Tuesday, 1 March 2016

My Must-Have Train Spotting Accessory


I go to the gym. It’s boring but I think it’s probably a good idea overall. I am not known - at the gym or anywhere else, for that matter - for being fashionably turned out. I wear what I have always worn; cheap trainers, tee-shirt and whatever shorts are available. I almost certainly stand out as being amazingly non-descript. What amazes me is what people carry around with them in there.

In addition to the co-ordinated specialist gym wear, you can be sure that at any one time there will be towels, drinks bottles, books, mobile phones, i-pods, paper tissues [left behind on the machines in the drink holder recess - lovely], various performance monitoring pieces of equipment [don’t ask me], bags [there are lockers], bunches of keys, head bands and other stuff for keeping hair in place, hats [HATS! - IT’S INSIDE AND IT’S SWEATY], print-out gym programme sheets and an outer layer that has to be peeled off whilst trying not to fall off the tread mill.

Then there are the guys who have gone off at a tangent and decided that they should make the gym a retirement activity and maybe have been nudged in that direction by medical advice, but who have never taken regular exercise since compulsory cross-country at school, and who suddenly turn up in a pair of walking trousers, a shirt with a collar, a short sleeved pullover knitted by their wife some time during the previous millennium and a pair of grubby white plimsolls, circa 1969. Perhaps they make me look really cool by comparison, but on the other hand, maybe not.

Cold and unloved at Barry scrapyard on the last day of 1967 in the photo – and that’s me on top, as well, displaying the statutory anorak, of course. The alternative duffle coat never really appealed to me, but I have long since upgraded to cagoules, which had not been invented then.
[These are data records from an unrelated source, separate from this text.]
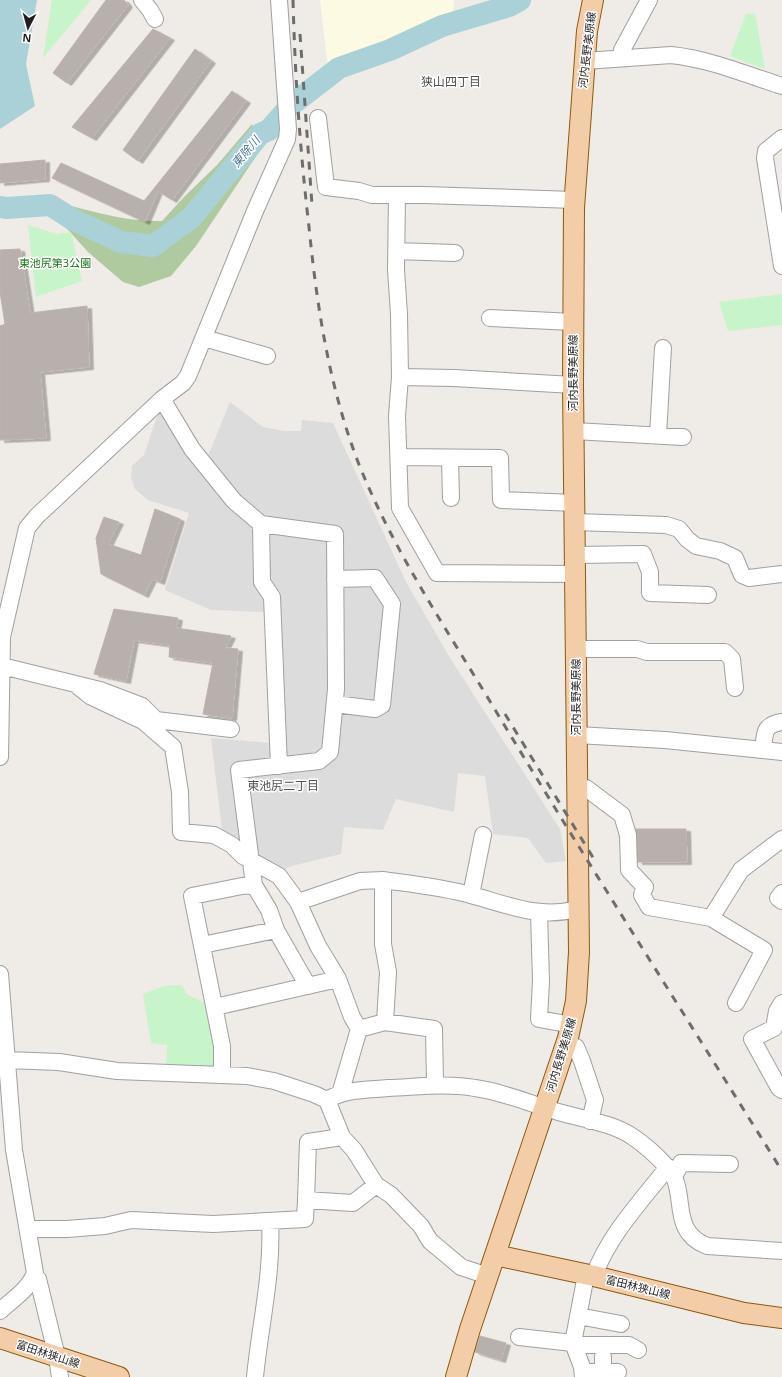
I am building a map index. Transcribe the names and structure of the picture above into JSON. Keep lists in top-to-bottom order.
{
  "streets": {
    "main road": ["河内長野美原線", "富田林狭山線"]
  },
  "crossings": [
    ["河内長野美原線", "富田林狭山線"]
  ],
  "districts": ["狭山四丁目", "東池尻二丁目"],
  "water": ["東除川"],
  "parks": ["東池尻第3公園"],
  "north": "bottom"
}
What strikes me about this pose, however, is the short length of my trouser leg. That must have been a bit draughty. At least they would not get snagged whilst clambering over any rusting hulks that happened to be lying in my path.
Not long ago, I enhanced my train spotter’s kit by buying a pair of goggles. I should have done this 55 years ago, but, as I’ve already admitted and various family members will confirm, I’m not the quickest on the uptake, when it comes to being hip. They would have been very useful between
1960 and 1968 in saving me from serious [though thankfully short-lived] pain, when travelling immediately behind many a steam locomotive with my head stuck out of the front carriage window. I have already made use of them on the Scarborough Spa Express behind Royal Scot Class No. 46115 Scots Guardsman, over the Settle and Carlisle behind Black Five 45305 and on one or two of the heritage railways as well. In all cases, I have found the enhanced, goggle-eyed, experience most invigorating. This item is definitely not going to be a railway antique for some time to come.